AVAILABLE DATA Block Start

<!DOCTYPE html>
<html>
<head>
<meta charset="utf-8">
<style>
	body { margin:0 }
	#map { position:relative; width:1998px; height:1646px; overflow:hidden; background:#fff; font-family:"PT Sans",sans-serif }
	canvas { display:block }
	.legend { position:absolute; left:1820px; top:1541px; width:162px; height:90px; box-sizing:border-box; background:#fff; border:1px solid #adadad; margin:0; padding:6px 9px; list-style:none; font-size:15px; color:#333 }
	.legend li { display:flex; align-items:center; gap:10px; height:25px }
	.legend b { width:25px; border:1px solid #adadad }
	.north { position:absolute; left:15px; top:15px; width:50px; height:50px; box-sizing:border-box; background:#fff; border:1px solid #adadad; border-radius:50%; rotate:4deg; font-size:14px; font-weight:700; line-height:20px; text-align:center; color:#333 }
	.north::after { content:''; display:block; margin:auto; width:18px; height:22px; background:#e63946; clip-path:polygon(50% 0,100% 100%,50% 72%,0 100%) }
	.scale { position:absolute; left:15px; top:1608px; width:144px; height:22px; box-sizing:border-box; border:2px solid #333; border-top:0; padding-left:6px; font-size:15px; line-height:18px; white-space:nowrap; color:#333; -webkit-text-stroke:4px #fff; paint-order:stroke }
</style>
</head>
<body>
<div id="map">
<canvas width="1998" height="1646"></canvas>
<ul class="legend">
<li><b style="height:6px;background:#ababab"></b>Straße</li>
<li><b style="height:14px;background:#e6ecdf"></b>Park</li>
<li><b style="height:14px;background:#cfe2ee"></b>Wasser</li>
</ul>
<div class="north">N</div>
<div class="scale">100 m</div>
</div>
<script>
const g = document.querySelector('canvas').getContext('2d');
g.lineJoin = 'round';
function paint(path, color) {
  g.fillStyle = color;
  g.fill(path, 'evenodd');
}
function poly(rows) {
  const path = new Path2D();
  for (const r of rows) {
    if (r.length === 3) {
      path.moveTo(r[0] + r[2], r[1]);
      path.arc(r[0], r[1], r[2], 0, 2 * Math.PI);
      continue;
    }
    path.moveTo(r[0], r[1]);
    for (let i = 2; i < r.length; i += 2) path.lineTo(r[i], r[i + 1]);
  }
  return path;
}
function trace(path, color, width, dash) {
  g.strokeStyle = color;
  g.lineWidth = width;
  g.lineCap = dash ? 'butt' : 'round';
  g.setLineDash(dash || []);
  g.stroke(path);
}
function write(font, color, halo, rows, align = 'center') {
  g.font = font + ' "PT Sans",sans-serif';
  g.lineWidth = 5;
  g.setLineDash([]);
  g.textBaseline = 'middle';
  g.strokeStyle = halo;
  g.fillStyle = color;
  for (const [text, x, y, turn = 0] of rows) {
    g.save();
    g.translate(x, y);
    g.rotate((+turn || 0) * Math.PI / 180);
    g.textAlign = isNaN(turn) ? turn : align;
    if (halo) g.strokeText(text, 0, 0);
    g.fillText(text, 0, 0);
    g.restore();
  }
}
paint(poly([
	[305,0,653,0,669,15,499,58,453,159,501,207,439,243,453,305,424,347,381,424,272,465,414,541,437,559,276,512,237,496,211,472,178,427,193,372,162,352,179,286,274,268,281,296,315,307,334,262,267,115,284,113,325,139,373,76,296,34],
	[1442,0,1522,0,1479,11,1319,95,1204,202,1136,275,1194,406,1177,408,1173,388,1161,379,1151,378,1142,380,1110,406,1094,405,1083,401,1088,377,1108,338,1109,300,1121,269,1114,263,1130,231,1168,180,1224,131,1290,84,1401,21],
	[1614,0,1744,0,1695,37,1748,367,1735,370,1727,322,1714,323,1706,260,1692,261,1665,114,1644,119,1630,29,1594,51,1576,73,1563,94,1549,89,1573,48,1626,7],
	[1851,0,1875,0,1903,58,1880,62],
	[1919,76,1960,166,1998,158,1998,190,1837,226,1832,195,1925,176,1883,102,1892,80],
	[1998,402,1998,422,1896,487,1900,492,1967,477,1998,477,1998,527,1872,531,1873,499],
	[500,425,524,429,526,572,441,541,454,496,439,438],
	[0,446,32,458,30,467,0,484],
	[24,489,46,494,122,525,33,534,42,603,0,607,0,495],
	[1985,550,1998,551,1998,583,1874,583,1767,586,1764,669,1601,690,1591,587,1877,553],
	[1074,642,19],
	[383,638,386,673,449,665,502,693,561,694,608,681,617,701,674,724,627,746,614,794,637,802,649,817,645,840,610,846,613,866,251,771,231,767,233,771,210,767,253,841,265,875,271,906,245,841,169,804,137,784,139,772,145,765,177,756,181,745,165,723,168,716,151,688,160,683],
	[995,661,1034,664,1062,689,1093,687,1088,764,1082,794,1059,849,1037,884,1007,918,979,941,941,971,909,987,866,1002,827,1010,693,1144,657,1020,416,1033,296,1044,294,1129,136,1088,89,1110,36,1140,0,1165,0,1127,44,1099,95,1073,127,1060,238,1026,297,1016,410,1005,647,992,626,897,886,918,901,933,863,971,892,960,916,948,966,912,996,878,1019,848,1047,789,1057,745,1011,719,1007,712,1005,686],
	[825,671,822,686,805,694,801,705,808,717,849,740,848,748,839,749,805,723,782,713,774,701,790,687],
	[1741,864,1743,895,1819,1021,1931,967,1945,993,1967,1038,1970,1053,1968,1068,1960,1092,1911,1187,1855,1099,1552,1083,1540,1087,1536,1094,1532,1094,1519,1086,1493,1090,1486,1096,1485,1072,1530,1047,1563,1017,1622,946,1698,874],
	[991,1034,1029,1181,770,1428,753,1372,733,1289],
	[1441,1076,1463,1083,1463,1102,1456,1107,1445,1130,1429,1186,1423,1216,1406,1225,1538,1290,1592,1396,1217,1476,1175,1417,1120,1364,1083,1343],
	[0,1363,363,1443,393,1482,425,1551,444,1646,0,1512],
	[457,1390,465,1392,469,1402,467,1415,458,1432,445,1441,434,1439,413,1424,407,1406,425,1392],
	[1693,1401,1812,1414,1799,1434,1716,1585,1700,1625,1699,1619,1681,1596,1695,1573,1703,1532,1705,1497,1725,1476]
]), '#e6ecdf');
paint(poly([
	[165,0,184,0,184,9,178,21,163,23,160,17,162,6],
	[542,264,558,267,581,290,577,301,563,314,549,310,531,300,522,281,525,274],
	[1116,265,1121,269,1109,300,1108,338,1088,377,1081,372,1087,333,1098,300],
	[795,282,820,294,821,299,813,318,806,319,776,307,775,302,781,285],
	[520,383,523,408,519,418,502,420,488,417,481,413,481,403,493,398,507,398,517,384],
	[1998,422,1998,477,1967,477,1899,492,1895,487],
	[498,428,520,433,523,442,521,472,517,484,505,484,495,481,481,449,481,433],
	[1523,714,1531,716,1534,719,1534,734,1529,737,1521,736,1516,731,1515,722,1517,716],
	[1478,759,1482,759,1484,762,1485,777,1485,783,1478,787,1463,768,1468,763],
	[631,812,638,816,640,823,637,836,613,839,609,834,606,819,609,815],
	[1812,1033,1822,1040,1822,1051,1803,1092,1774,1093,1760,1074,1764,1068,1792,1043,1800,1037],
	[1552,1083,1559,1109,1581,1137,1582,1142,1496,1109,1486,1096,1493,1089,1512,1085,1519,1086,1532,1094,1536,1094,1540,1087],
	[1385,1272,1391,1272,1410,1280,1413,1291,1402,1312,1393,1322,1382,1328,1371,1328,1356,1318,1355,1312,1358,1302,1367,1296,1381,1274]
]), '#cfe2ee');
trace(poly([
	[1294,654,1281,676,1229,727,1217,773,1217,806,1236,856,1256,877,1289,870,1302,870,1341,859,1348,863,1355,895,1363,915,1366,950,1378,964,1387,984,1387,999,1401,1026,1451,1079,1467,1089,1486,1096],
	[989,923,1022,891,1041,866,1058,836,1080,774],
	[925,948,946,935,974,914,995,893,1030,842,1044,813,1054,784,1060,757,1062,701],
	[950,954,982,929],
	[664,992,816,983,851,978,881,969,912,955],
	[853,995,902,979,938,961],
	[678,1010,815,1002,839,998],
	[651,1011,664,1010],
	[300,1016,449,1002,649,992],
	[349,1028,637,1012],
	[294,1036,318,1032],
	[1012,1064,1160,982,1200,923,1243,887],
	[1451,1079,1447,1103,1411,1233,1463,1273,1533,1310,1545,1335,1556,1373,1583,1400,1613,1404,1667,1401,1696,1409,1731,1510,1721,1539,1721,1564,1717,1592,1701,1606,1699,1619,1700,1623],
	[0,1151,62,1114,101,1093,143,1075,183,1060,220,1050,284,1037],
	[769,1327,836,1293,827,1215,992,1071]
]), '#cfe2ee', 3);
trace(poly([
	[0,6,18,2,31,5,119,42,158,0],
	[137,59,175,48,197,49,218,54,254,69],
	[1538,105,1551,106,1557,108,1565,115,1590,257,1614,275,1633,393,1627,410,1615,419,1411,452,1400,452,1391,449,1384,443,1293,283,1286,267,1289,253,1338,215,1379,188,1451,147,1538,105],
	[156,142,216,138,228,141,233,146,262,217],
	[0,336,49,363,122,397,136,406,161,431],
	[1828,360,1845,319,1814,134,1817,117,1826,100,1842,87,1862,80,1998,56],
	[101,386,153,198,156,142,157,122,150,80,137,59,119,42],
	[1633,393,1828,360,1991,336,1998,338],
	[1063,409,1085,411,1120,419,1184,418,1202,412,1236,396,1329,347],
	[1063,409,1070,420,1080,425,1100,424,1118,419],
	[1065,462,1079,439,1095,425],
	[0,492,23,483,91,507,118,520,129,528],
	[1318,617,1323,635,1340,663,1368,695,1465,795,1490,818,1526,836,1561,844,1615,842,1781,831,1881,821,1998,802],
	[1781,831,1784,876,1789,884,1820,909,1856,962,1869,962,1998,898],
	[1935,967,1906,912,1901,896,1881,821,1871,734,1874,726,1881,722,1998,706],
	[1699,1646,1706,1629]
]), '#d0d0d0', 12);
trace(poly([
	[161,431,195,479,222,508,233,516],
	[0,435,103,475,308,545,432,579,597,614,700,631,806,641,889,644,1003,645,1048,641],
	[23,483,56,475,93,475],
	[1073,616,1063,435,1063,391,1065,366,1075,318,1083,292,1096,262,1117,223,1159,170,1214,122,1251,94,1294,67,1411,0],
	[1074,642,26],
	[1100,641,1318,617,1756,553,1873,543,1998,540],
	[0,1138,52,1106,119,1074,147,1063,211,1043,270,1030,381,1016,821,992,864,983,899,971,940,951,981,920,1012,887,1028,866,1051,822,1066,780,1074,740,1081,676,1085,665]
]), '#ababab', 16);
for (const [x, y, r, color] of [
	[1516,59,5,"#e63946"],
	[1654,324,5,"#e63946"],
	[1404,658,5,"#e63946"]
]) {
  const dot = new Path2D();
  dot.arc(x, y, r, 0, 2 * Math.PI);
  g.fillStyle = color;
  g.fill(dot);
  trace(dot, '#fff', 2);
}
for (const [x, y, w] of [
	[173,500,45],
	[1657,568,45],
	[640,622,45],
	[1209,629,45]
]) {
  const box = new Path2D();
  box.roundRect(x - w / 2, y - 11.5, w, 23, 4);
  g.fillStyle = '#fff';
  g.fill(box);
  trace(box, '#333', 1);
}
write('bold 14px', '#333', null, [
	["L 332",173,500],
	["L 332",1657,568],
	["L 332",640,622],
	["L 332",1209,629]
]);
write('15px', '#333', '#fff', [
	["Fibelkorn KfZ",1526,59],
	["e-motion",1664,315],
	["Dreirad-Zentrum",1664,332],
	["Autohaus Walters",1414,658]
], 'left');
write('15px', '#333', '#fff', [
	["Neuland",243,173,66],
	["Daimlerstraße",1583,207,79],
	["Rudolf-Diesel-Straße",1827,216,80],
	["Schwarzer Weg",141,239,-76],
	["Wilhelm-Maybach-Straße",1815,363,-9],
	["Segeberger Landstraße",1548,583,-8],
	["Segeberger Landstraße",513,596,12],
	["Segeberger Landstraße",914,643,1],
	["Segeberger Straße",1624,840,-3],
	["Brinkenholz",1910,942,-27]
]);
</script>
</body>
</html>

AVAILABLE DATA Block End
AVAILABLE DATA Block Start

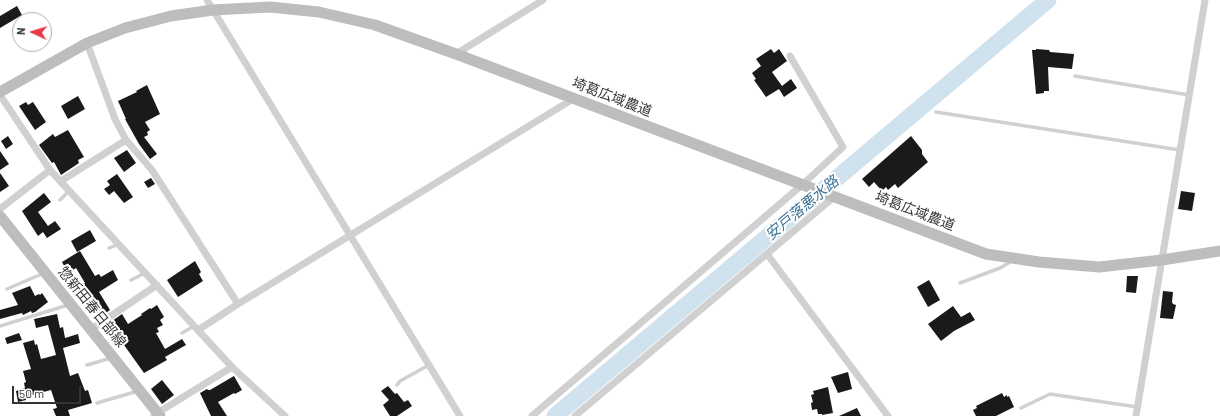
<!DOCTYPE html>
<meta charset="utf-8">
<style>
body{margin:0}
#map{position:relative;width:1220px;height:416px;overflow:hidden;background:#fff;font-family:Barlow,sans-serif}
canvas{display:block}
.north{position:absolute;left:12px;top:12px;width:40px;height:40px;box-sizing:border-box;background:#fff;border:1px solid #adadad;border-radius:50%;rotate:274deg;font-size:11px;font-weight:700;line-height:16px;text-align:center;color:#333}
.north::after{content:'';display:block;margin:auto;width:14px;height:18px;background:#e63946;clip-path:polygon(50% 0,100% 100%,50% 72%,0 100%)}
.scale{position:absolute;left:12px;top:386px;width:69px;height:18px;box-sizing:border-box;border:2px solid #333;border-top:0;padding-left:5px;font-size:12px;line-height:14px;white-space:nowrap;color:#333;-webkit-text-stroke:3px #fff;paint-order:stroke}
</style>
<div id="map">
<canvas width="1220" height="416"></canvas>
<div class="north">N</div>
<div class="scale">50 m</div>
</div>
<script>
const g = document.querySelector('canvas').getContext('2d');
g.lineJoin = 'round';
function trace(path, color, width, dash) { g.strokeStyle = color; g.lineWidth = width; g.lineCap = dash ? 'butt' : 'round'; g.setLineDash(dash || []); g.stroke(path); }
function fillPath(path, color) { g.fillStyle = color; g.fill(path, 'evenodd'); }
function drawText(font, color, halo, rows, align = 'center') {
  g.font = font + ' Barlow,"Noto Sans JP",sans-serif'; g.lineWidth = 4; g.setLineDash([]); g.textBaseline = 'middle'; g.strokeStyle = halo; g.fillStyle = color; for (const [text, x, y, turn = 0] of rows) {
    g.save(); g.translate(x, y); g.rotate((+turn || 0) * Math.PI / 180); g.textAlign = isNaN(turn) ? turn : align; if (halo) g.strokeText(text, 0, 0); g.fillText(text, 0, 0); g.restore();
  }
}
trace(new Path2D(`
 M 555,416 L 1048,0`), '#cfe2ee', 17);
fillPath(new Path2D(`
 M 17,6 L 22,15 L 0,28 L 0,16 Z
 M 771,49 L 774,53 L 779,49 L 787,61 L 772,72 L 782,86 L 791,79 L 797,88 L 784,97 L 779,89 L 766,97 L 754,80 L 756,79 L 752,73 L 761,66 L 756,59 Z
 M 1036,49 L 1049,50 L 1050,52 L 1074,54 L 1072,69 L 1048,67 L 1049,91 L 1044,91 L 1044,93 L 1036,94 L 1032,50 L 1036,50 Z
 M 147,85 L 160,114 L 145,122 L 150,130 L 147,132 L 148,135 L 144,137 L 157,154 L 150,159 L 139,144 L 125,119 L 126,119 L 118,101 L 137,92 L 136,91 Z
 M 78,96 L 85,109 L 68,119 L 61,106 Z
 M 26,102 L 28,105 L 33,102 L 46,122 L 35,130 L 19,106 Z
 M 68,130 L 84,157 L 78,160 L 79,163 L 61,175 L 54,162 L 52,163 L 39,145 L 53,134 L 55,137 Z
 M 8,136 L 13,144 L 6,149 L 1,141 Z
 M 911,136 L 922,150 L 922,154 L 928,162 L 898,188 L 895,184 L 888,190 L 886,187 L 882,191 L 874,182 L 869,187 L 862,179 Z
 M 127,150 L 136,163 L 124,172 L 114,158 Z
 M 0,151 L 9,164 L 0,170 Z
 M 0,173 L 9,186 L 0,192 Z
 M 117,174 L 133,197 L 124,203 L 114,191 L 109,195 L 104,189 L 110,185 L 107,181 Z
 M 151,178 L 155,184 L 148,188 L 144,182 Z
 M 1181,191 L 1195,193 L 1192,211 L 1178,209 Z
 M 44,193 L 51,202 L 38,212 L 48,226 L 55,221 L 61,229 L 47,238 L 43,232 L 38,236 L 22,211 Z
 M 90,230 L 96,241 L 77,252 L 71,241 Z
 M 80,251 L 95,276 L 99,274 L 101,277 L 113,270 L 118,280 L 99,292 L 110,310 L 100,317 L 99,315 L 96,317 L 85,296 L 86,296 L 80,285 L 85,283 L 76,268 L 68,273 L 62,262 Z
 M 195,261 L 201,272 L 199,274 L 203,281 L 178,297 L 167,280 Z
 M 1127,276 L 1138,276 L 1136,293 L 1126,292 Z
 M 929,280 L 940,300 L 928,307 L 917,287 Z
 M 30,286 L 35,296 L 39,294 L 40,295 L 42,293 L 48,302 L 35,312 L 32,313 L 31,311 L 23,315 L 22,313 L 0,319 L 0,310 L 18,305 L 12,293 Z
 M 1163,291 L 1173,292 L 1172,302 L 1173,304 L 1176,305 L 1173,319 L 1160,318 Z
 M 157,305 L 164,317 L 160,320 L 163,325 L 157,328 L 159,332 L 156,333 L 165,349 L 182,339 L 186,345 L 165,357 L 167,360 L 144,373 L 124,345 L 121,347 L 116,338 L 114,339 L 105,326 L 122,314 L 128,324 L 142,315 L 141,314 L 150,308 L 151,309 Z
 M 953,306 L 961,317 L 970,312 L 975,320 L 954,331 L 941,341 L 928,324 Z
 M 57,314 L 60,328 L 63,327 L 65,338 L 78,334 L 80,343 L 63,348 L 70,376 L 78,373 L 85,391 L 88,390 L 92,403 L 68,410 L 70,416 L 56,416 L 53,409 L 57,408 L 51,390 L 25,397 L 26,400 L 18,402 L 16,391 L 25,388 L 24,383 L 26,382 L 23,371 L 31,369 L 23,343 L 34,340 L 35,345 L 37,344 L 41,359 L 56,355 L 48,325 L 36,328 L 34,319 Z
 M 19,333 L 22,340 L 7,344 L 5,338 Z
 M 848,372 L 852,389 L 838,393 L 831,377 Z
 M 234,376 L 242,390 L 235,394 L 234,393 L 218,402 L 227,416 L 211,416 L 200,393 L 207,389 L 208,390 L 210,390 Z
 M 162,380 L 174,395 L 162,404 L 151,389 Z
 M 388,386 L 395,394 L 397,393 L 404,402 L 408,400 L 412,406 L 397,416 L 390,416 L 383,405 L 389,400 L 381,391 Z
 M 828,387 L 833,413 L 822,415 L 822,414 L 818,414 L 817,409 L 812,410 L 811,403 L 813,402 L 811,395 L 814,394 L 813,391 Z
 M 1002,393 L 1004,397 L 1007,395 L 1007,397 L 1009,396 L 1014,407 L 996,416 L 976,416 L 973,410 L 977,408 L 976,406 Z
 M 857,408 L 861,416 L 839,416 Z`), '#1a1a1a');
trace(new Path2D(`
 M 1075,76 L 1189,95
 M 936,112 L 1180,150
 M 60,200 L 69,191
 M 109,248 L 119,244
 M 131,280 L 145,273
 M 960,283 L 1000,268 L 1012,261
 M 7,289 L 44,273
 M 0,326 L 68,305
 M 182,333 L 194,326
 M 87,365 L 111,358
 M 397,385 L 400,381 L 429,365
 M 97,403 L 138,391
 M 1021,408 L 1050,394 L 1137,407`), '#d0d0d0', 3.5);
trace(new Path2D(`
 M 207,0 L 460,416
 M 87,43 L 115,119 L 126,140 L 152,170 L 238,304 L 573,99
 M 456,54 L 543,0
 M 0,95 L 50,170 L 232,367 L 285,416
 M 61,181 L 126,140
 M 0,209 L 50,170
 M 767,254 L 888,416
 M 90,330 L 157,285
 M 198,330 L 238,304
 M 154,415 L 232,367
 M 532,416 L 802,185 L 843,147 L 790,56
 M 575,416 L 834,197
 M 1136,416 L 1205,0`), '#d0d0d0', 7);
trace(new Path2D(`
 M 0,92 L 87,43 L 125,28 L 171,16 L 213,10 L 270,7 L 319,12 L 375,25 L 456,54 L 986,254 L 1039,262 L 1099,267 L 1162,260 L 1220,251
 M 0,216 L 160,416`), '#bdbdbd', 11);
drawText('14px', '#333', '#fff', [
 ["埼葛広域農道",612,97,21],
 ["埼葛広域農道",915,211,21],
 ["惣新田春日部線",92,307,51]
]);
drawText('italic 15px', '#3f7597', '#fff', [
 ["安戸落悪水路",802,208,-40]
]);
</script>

AVAILABLE DATA Block End

-- HOW TO COMPLETE THIS TASK --
From the records above, pull out every line containing the word "moveTo".

-- REPLY --
      path.moveTo(r[0] + r[2], r[1]);
    path.moveTo(r[0], r[1]);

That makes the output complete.